# Fifa 22 EDA with Linear Regression using L1 Regularization (Lasso)
![alt text](FIFA-22-cover.jpg)

## Contents:
* [1. Introduction](#1)
* [2. Understanding Football](#2)
* [3. Goal Statement](#3)
* [4. Data Collection](#4)
    * [4.1 Importing Libraries](#4.1)
    * [4.2 Loading Dataset](#4.2)
* [5. Data Collection](#5)
* [6. Exploratory Data Analysis](#6)
    * [6.1 Data Insights](#6.1)
    * [6.2 Data Analysis](#6.2)
* [7. Train-Valid-Test Split](#7)
* [8. Model Selection & Hyperparameter Tuning](#8)
    * [8.1 Linear Regression](#8.1)
    * [8.2 Least Absolute Shrinkage and Selection Operator (LASSO)(L1)](#8.2)
    * [8.3 Hyperparamter Tuning](#8.3)
* [9. Model Performance on Test](#9)
* [10. Final Observations](#10)
* [11. Conclusion](#11)
* [12. References](#12)

- - - 
## 1. Introduction <a class="anchor" id="1"></a>

> To begin with, Fifa 22 is a simulation video game based on **Football**. In the video game, **Overall Rating** is the common metric used to rank football players.
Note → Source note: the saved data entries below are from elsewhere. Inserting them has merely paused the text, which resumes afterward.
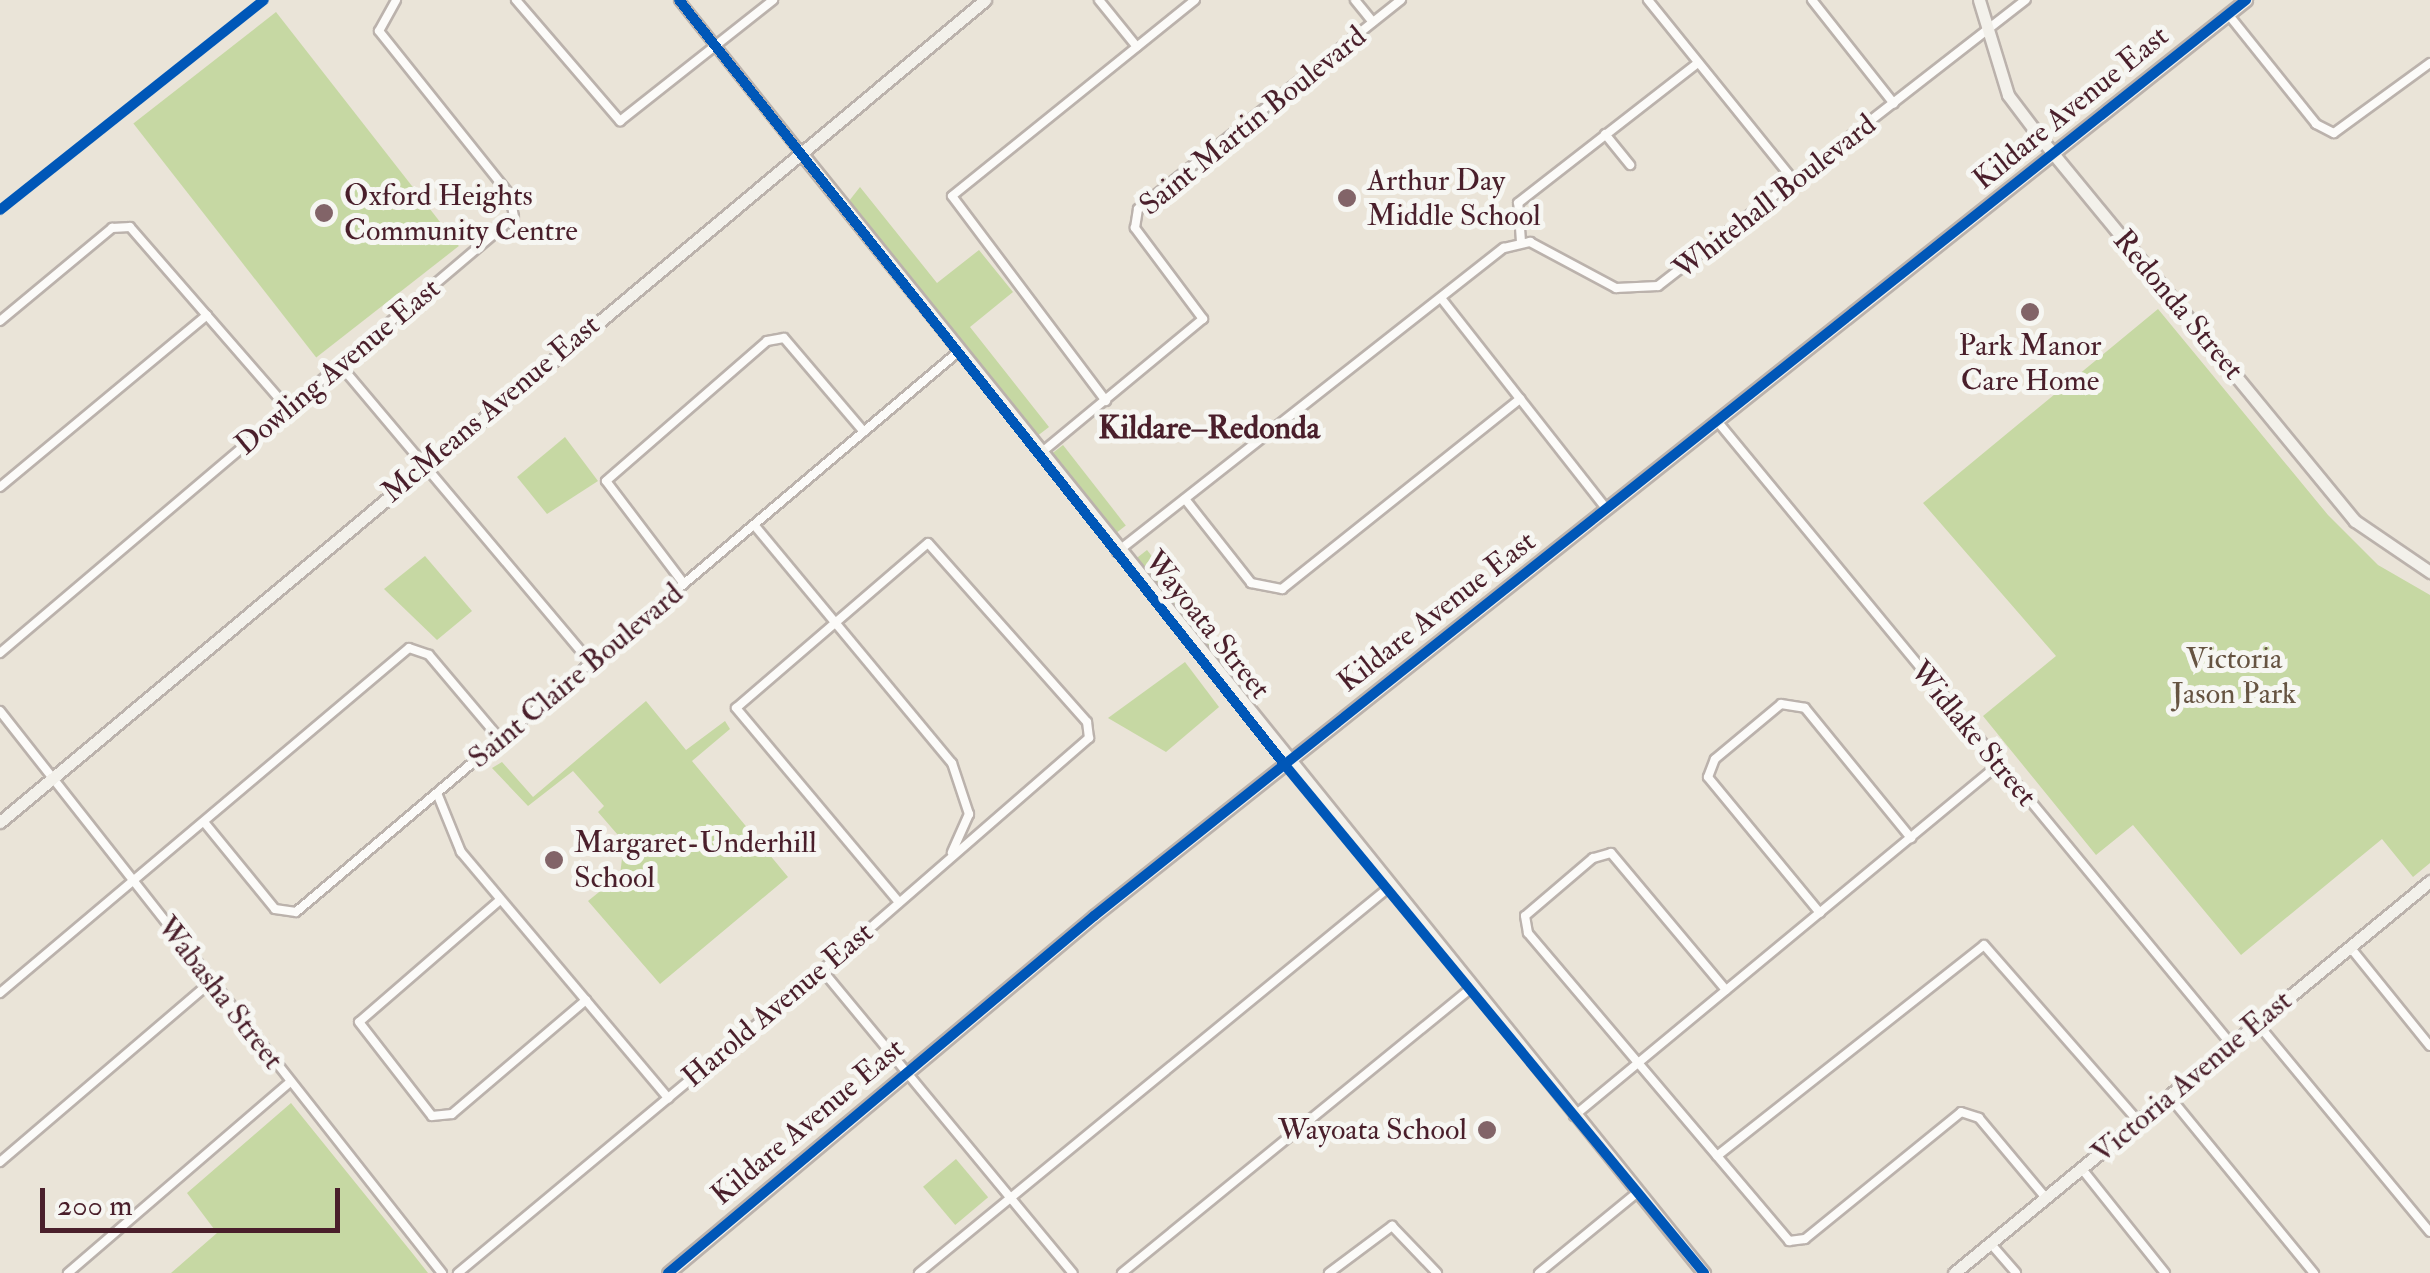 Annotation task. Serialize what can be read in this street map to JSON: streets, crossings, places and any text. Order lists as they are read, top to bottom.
{
  "streets": {
    "street": [
      "Kildare Avenue East",
      "Saint Martin Boulevard",
      "Whitehall Boulevard",
      "Redonda Street",
      "Dowling Avenue East",
      "McMeans Avenue East",
      "Wayoata Street",
      "Saint Claire Boulevard",
      "Widlake Street",
      "Wabasha Street",
      "Harold Avenue East",
      "Victoria Avenue East"
    ]
  },
  "crossings": [
    ["Kildare Avenue East", "Redonda Street"],
    ["Kildare Avenue East", "Wayoata Street"],
    ["Kildare Avenue East", "Widlake Street"],
    ["Saint Martin Boulevard", "Wayoata Street"],
    ["Whitehall Boulevard", "Redonda Street"],
    ["McMeans Avenue East", "Wayoata Street"],
    ["McMeans Avenue East", "Wabasha Street"],
    ["Wayoata Street", "Saint Claire Boulevard"],
    ["Widlake Street", "Victoria Avenue East"]
  ],
  "districts": ["Kildare–Redonda"],
  "parks": ["Victoria Jason Park"],
  "places": [
    "Arthur Day Middle School",
    "Oxford Heights Community Centre",
    "Park Manor Care Home",
    "Margaret-Underhill School",
    "Wayoata School"
  ],
  "scale_bar": "200 m"
} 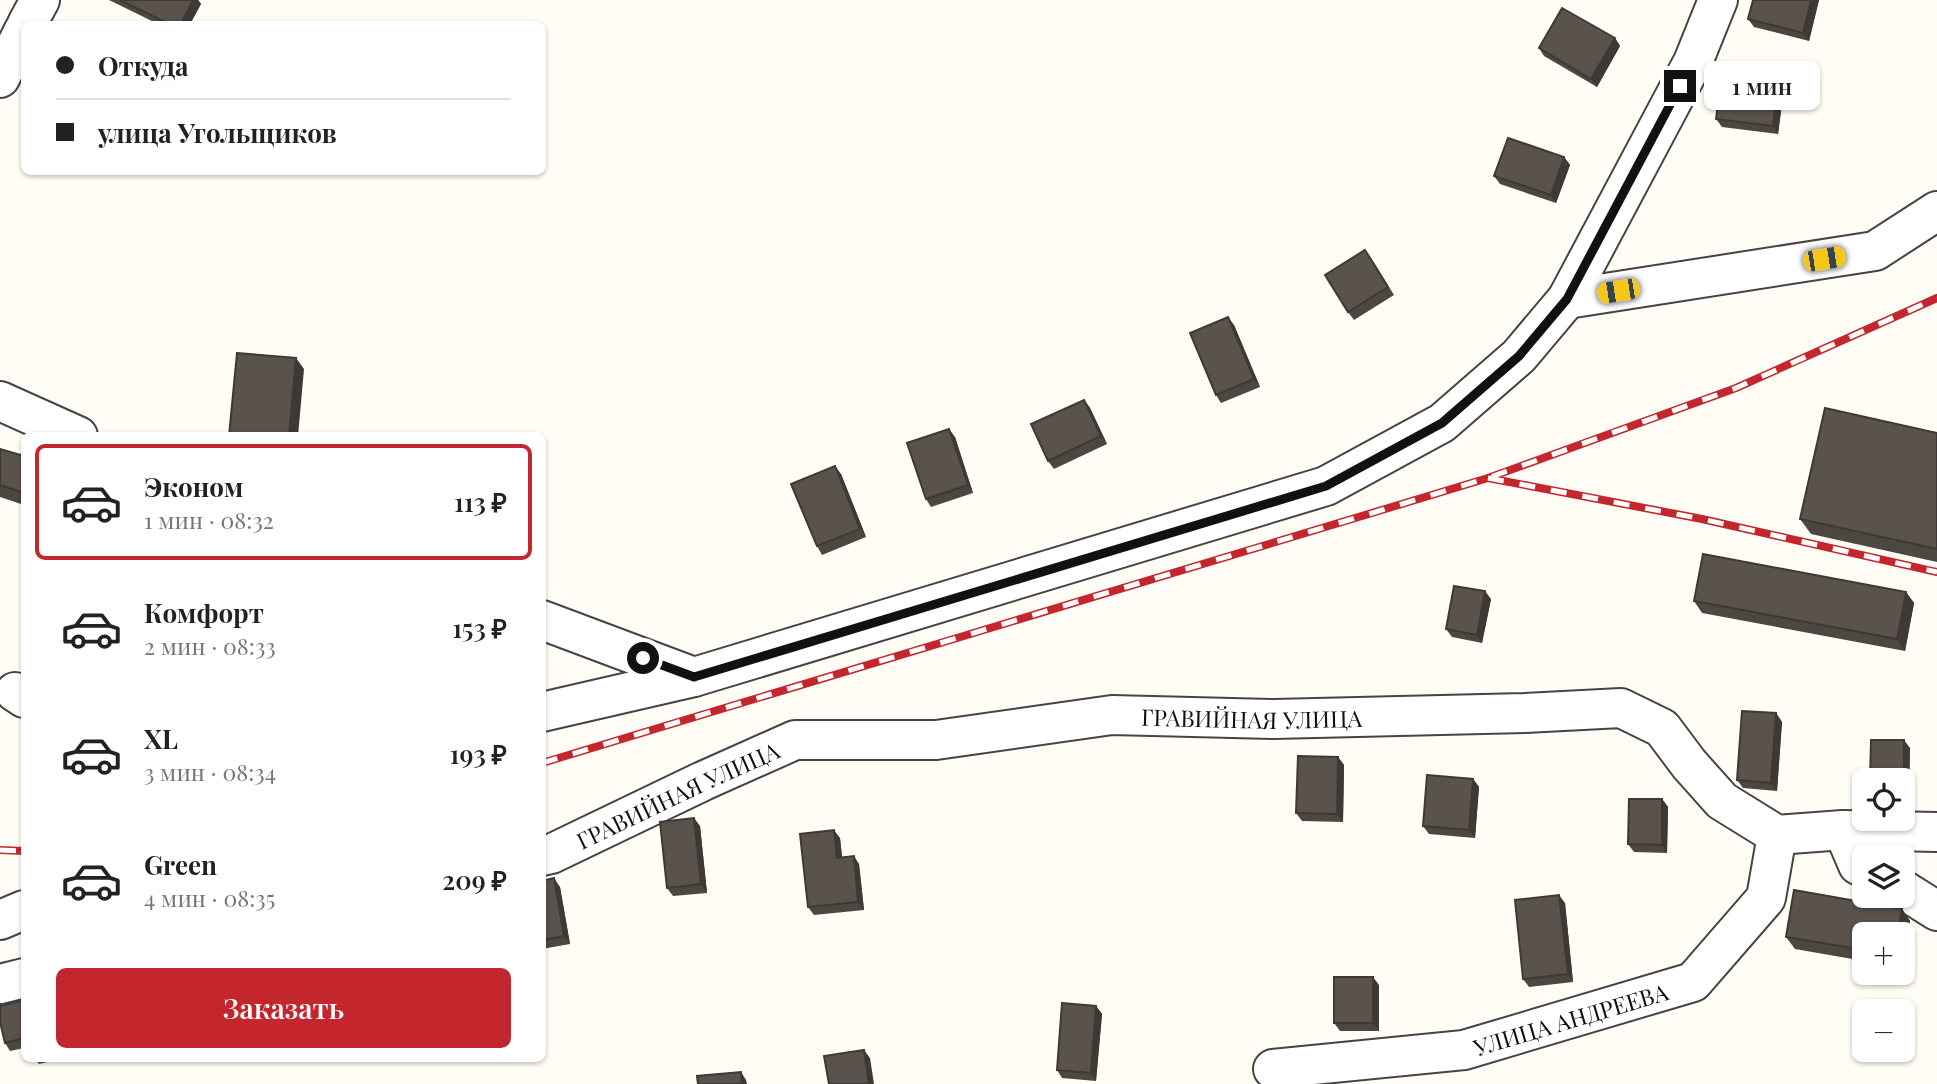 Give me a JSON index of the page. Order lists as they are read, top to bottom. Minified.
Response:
{"streets":{"street":["ГРАВИЙНАЯ УЛИЦА","УЛИЦА АНДРЕЕВА"]},"crossings":[["ГРАВИЙНАЯ УЛИЦА","УЛИЦА АНДРЕЕВА"]],"page":{"banner":["Откуда","улица Угольщиков"],"bubble":"1 мин","list":[{"name":"Эконом","note":"1 мин · 08:32","value":"113 ₽"},{"name":"Комфорт","note":"2 мин · 08:33","value":"153 ₽"},{"name":"XL","note":"3 мин · 08:34","value":"193 ₽"},{"name":"Green","note":"4 мин · 08:35","value":"209 ₽"}],"map_buttons":["+","−"],"buttons":"Заказать"}}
Being a football fan myself, I've wondered what influences this metric and how can it be predicted using different attributes of the player. In this section, I'll be demonstrating and explaining the process and workflow of the problem undertaken.


- - -
## 2. Understanding Football <a class="anchor" id="2"></a>

> - Football is a 11v11 player game consisting of `10 outfield players and 1 goalkeeper.` 
> - Both the teams should coordinate passes and kick the ball into their respective oppositions net(guarded by the goalkeeper) to obtain 1 goal(point).
> - Each game lasts for about 90 minutes with a 15 minutes break after 45 minutes. 
> - The team with highest number of goals at the end wins the game.
> - Any fouls committed have consequences with player being warned or sent off.
> - 3-5 substitutions are allowed depending on the league.
> - The players can be grouped into 4 groups based on their positions:
>> - Attackers
>> - Midfielders
>> - Defenders
>> - GoalKeepers
> - There are also players falling under multiple groups.
> - These are only the basics of football and there's so much more to this beautiful game.



![alt text](Lineup.jpg)

- - -
## 3. Goal Statement <a class="anchor" id="3"></a>

> Predicting the overall rating of the outfield players using supervised learning method(with tunable hyper-parameter) and comparing the results of the undertaken models.



- - -
## 4. Data Collection <a class="anchor" id="4"></a>


### 4.1 Importing Libraries <a class="anchor" id="4.1"></a>

In [None]:
# Imported all the necessary libraries required
import eli5
import numpy as np
import pandas as pd
import seaborn as sns
import matplotlib.pyplot as plt
from sklearn.metrics import r2_score
from sklearn.linear_model import Lasso
from eli5.sklearn import PermutationImportance
from sklearn.model_selection import GridSearchCV
from sklearn.linear_model import LinearRegression
from sklearn.model_selection import train_test_split
from sklearn.metrics import r2_score, mean_squared_error

- - -
### 4.2 Loading Data Set <a class="anchor" id="4.2"></a>

In [None]:
fifa_original=pd.read_csv('players_22.csv')

In [None]:
# displayed the head of the data set 
fifa_original.head(10)

- - -
## 5. Data Cleaning <a class="anchor" id="5"></a>

In [None]:
# displaying the info of the dataset to understand the proportions of the rows and columns present(including their data types)
fifa_original.info()

In [None]:
# dropping all the unecessary columns which do not contribute to the process
fifa_original = fifa_original.drop(['sofifa_id',
                                   'player_url',
                                   'long_name',
                                   'league_level',
                                   'player_positions',
                                   'body_type',
                                   'real_face',
                                   'release_clause_eur',
                                   'player_tags',
                                   'club_jersey_number',
                                   'club_loaned_from',
                                   'club_contract_valid_until',
                                   'club_joined',
                                   'nation_position',
                                   'nation_jersey_number',
                                   'player_traits',
                                   'defending_marking_awareness',
                                   'dob',
                                   'nation_team_id',
                                   'nationality_id',
                                   'club_team_id'],axis=1)

In [None]:
# Checking and displaying columns containing null values(NaN) in the data set 
fifa_original.columns[fifa_original.isna().any()].tolist()

In [None]:
# Dropped players that do not have any "Value_eur" in the market i.e un-registered player 
fifa_original = fifa_original[fifa_original.value_eur.notna()]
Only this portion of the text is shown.